WASHINGTON (CNN) - Sarah Palin has launched a new political action committee called SarahPac, signaling that the Alaska Governor intends to remain a player in national politics even after her failed bid to become the country’s first female vice president.
"SarahPac will support local and national candidates who share Gov. Palin's ideas and goals for our country," says the PAC’s Web site, which promises that Palin will be "a strong voice for energy independence and reform."
A spokesperson for SarahPac confirmed that Palin is behind the group and said it was registered with the Federal Election Commission on Monday evening. The Web site went live on Tuesday morning and is already soliciting donations.
"The PAC is a smart thing to do because she’s getting so many speaking requests still, so if she gets a request from, say, Bob McDonnell in Virginia, she could do that travel out of her PAC money,” explained the spokesperson, noting that Palin has been in high demand from Republicans around the country since the campaign ended. In December, the governor traveled to Georgia to campaign for Republican Senate candidate Saxby Chambliss in that state's runoff election.
Palin posted a note on her Facebook page Tuesday afternoon promoting her new committee.
"Hi Friends, I wanted you all to be among the first to know that I've launched my new political action committee, SarahPAC, today," the post says, telling supporters to "stay tuned for updates."
The domain name "SarahPac.com" was registered on January 2 to Campaign Solutions, a Web consulting firm in northern Virginia with longstanding ties to John McCain, which processed online donations for the McCain campaign and the Republican National Committee in 2008. The URL is set to expire in 2012, according to online records.

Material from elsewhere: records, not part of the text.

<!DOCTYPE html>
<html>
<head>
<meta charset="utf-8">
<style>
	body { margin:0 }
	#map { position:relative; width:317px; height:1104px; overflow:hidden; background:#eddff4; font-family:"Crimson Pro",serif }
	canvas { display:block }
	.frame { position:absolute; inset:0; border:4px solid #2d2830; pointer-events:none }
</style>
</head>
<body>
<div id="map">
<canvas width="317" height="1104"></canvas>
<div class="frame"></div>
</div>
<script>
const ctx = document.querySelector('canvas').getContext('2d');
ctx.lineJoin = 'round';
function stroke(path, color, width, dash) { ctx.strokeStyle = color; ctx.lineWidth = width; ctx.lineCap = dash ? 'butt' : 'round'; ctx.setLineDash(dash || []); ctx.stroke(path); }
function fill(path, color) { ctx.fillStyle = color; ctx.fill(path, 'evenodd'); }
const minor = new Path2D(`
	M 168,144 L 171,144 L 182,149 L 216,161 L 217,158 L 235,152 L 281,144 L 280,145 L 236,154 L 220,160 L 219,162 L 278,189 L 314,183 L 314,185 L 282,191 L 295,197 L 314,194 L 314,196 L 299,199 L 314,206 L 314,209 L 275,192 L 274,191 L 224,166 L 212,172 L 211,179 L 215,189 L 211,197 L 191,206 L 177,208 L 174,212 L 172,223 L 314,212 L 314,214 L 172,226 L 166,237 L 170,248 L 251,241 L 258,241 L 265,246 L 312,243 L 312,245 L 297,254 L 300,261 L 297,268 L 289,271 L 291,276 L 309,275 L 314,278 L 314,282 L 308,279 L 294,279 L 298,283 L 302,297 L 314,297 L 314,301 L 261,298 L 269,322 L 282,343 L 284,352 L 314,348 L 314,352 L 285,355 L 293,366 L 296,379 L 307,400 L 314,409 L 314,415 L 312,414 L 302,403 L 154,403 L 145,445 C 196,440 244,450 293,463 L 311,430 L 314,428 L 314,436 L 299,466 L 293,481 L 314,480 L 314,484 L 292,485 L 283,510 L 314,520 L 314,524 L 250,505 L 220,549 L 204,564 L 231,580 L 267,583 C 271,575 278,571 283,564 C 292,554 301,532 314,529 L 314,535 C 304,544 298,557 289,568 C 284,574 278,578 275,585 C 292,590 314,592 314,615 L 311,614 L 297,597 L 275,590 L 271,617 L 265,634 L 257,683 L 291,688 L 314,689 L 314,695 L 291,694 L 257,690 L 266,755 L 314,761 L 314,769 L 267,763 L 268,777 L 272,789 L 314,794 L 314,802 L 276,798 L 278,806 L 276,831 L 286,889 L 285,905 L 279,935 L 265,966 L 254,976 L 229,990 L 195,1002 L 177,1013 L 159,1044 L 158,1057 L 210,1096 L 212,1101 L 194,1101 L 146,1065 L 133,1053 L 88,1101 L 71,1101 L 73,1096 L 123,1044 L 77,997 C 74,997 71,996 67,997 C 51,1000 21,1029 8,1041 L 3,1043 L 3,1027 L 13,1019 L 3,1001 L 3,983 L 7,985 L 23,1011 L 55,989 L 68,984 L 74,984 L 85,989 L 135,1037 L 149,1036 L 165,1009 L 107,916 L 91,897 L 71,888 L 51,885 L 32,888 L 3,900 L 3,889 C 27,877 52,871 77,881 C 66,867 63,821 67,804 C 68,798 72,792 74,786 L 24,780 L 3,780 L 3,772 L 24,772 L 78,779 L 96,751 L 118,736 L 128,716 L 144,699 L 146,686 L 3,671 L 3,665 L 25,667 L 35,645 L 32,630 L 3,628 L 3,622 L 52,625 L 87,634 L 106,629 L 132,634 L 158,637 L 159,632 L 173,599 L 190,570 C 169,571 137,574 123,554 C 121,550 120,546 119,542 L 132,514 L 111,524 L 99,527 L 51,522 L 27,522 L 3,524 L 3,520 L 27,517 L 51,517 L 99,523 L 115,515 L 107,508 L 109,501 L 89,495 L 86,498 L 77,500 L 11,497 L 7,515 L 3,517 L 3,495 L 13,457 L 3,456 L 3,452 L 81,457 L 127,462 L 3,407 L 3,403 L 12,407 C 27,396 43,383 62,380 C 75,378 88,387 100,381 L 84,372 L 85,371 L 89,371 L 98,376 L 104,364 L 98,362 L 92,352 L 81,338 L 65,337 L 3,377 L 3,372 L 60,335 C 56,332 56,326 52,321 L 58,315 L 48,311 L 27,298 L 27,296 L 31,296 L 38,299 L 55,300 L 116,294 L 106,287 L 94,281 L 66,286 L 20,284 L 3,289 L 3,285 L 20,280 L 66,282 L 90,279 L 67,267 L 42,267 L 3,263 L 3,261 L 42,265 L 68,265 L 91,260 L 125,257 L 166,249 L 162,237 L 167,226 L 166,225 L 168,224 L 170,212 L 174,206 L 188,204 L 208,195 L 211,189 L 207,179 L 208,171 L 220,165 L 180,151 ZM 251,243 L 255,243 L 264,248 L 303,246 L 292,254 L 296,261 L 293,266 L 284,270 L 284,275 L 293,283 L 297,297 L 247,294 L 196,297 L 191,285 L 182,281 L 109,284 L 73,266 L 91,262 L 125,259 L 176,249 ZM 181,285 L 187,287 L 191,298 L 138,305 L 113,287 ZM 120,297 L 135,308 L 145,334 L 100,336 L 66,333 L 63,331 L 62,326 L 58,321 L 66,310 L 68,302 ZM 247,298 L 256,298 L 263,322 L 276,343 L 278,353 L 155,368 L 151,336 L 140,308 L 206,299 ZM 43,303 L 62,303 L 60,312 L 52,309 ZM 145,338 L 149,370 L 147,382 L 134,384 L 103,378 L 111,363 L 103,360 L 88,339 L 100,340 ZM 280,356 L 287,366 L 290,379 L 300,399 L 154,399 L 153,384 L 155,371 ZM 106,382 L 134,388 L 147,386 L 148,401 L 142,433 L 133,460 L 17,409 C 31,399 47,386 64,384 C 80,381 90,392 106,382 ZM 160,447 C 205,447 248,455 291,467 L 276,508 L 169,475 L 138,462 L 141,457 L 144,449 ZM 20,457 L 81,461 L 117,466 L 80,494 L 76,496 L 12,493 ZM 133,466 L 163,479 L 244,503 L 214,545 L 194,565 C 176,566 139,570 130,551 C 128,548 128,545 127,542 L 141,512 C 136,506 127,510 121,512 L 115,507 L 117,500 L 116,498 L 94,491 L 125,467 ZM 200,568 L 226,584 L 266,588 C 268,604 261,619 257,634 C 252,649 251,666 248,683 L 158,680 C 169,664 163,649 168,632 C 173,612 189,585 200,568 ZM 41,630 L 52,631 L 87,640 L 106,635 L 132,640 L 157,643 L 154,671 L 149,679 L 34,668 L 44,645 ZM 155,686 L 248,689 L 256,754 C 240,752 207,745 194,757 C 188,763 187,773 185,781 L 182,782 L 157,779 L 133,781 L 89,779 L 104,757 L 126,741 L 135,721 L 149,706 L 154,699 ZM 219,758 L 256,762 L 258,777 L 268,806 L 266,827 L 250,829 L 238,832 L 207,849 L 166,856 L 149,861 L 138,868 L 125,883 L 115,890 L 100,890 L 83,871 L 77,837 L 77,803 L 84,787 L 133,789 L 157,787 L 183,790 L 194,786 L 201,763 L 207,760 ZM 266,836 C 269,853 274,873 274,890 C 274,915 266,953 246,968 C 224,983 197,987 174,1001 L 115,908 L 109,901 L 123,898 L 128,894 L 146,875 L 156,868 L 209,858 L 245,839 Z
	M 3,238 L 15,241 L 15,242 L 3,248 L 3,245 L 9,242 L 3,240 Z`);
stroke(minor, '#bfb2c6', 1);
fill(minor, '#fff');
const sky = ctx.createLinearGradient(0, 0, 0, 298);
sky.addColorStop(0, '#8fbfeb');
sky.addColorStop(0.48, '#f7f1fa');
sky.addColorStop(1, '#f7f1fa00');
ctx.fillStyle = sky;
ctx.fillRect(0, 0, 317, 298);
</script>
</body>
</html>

Rebecca Donatelli, the chairman of Campaign Solutions, confirmed her company is working for the group.
Calls to a Palin adviser in Alaska were not immediately returned.
UPDATE: According to a copy the FEC filing, SarahPac's statement of organization was filed by Virginia political consultant Timothy Crawford, who is listed on the paperwork as the group's treasurer. Reached by phone, Crawford told CNN he plans to sit down in the coming weeks with Palin to discuss her plans for the committee.